Within the data below, count every line that includes "solid" and report the total alone.
--- Working data Enclosed Below ---
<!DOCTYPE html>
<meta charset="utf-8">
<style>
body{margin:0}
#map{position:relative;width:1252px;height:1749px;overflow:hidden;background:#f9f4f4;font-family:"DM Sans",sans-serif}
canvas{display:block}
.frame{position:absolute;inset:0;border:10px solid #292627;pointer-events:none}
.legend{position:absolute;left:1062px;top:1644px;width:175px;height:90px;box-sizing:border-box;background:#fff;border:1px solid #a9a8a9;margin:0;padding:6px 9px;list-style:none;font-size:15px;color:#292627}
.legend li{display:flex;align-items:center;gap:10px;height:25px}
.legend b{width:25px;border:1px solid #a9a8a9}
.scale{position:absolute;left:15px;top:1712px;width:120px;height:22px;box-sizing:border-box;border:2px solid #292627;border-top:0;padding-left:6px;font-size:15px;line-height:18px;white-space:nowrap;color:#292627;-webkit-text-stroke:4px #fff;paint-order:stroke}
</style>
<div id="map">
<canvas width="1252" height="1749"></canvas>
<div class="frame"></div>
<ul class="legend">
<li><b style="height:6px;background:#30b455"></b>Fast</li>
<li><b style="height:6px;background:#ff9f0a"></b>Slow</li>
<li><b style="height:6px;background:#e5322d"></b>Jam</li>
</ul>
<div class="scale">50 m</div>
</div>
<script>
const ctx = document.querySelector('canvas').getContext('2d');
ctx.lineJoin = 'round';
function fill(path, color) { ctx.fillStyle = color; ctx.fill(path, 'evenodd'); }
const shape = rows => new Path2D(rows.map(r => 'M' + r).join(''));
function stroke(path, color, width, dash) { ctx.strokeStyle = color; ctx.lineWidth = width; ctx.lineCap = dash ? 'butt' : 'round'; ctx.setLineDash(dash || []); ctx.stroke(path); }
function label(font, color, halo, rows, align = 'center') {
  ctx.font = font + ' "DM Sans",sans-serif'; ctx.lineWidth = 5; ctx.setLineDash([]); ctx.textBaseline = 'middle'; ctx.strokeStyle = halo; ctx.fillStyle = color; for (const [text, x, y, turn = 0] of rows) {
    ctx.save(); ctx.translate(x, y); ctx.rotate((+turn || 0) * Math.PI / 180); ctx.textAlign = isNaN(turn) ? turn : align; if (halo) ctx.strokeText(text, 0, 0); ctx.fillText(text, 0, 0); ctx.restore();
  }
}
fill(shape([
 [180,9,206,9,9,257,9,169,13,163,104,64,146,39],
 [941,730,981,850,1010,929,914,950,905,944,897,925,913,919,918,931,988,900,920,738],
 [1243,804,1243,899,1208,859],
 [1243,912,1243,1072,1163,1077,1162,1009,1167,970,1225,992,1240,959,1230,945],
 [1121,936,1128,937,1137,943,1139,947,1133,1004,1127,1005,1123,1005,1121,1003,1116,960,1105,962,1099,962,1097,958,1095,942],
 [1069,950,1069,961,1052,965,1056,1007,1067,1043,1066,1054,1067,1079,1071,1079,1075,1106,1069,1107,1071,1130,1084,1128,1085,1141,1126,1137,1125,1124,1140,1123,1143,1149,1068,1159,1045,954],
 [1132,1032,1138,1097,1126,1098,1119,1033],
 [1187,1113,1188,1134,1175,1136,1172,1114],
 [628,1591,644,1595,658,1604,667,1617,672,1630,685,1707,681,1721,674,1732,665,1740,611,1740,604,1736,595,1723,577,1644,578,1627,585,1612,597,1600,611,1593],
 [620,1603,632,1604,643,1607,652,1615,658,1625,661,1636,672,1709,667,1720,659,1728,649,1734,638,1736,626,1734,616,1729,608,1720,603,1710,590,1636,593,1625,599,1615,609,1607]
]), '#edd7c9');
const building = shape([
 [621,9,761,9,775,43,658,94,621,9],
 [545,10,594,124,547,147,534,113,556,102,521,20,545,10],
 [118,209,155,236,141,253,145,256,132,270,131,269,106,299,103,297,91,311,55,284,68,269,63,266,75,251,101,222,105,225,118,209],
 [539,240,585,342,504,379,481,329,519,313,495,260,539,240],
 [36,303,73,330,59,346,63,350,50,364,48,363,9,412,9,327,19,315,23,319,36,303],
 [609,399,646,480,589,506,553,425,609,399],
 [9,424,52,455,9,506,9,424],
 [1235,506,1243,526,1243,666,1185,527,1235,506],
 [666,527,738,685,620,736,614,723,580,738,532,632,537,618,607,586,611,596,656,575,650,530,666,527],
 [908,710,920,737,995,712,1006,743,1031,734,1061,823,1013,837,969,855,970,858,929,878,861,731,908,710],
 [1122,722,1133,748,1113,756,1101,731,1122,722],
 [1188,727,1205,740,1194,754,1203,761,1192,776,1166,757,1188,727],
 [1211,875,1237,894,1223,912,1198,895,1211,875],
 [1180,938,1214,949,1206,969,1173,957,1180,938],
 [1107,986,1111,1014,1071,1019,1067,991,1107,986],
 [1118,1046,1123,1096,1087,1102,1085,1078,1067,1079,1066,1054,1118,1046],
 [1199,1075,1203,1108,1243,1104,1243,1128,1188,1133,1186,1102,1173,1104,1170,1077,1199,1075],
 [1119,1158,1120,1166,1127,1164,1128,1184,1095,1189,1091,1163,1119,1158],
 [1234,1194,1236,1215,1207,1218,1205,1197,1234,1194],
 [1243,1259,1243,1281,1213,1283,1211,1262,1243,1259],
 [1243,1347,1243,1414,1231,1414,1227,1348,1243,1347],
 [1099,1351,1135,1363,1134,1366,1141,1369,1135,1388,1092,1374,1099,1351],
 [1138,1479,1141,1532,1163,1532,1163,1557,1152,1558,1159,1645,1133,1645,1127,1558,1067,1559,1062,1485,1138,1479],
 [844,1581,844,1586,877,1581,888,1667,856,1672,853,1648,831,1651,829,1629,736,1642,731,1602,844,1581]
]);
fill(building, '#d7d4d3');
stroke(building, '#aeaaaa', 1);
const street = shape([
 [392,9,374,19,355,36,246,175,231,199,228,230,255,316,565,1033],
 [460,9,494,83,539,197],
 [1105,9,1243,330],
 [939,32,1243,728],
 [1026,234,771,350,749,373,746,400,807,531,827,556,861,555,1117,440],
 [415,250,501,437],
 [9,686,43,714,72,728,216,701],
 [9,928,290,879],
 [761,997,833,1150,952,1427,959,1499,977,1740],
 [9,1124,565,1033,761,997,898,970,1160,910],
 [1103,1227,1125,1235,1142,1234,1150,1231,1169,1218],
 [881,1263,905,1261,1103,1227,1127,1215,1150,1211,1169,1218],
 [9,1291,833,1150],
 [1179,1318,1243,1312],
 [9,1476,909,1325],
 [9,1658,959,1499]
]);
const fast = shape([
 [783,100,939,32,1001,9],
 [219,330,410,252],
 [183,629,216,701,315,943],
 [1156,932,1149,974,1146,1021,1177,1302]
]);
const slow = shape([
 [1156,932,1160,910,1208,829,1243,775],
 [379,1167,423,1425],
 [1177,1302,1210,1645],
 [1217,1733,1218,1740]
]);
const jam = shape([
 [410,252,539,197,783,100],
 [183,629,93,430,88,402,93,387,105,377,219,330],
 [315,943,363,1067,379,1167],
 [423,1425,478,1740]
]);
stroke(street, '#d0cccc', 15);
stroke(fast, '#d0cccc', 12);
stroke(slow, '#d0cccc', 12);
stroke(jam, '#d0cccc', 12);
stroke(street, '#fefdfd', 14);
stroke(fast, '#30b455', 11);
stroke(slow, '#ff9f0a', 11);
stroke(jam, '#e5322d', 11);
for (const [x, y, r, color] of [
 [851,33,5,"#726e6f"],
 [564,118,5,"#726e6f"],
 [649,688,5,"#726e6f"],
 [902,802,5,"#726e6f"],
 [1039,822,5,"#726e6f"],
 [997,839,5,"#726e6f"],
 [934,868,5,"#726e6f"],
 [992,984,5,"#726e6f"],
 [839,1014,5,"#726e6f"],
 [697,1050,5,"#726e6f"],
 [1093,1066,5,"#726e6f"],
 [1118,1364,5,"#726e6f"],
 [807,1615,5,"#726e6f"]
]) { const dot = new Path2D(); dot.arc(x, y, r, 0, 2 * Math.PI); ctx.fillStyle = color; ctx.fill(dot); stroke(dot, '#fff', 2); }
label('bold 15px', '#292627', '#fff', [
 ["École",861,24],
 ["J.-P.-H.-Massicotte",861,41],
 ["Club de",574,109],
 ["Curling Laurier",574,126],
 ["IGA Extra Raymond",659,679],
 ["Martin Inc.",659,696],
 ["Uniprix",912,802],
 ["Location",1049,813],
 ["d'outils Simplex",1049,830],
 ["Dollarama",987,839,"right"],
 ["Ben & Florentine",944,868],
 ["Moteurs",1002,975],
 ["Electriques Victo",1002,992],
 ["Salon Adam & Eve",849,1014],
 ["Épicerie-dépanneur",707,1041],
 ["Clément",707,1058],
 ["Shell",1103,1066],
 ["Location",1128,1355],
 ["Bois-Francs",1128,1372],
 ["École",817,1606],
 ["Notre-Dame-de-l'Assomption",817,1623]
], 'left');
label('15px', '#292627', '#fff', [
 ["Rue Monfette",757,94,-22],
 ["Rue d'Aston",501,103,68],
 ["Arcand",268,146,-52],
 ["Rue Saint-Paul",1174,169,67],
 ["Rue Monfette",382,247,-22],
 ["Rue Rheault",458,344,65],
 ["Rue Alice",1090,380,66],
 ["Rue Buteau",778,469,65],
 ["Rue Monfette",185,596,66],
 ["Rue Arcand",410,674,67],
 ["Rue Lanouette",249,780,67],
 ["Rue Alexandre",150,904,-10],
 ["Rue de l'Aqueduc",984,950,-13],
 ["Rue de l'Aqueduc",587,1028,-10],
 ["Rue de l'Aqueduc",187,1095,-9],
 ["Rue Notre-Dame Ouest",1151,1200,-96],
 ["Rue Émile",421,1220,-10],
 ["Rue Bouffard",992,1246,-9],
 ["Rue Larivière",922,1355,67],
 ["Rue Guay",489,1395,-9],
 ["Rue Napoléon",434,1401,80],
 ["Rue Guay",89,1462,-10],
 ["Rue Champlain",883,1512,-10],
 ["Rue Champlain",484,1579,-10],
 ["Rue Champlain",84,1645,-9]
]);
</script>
--- End of Enclosed Working data ---
Answer to the problem
4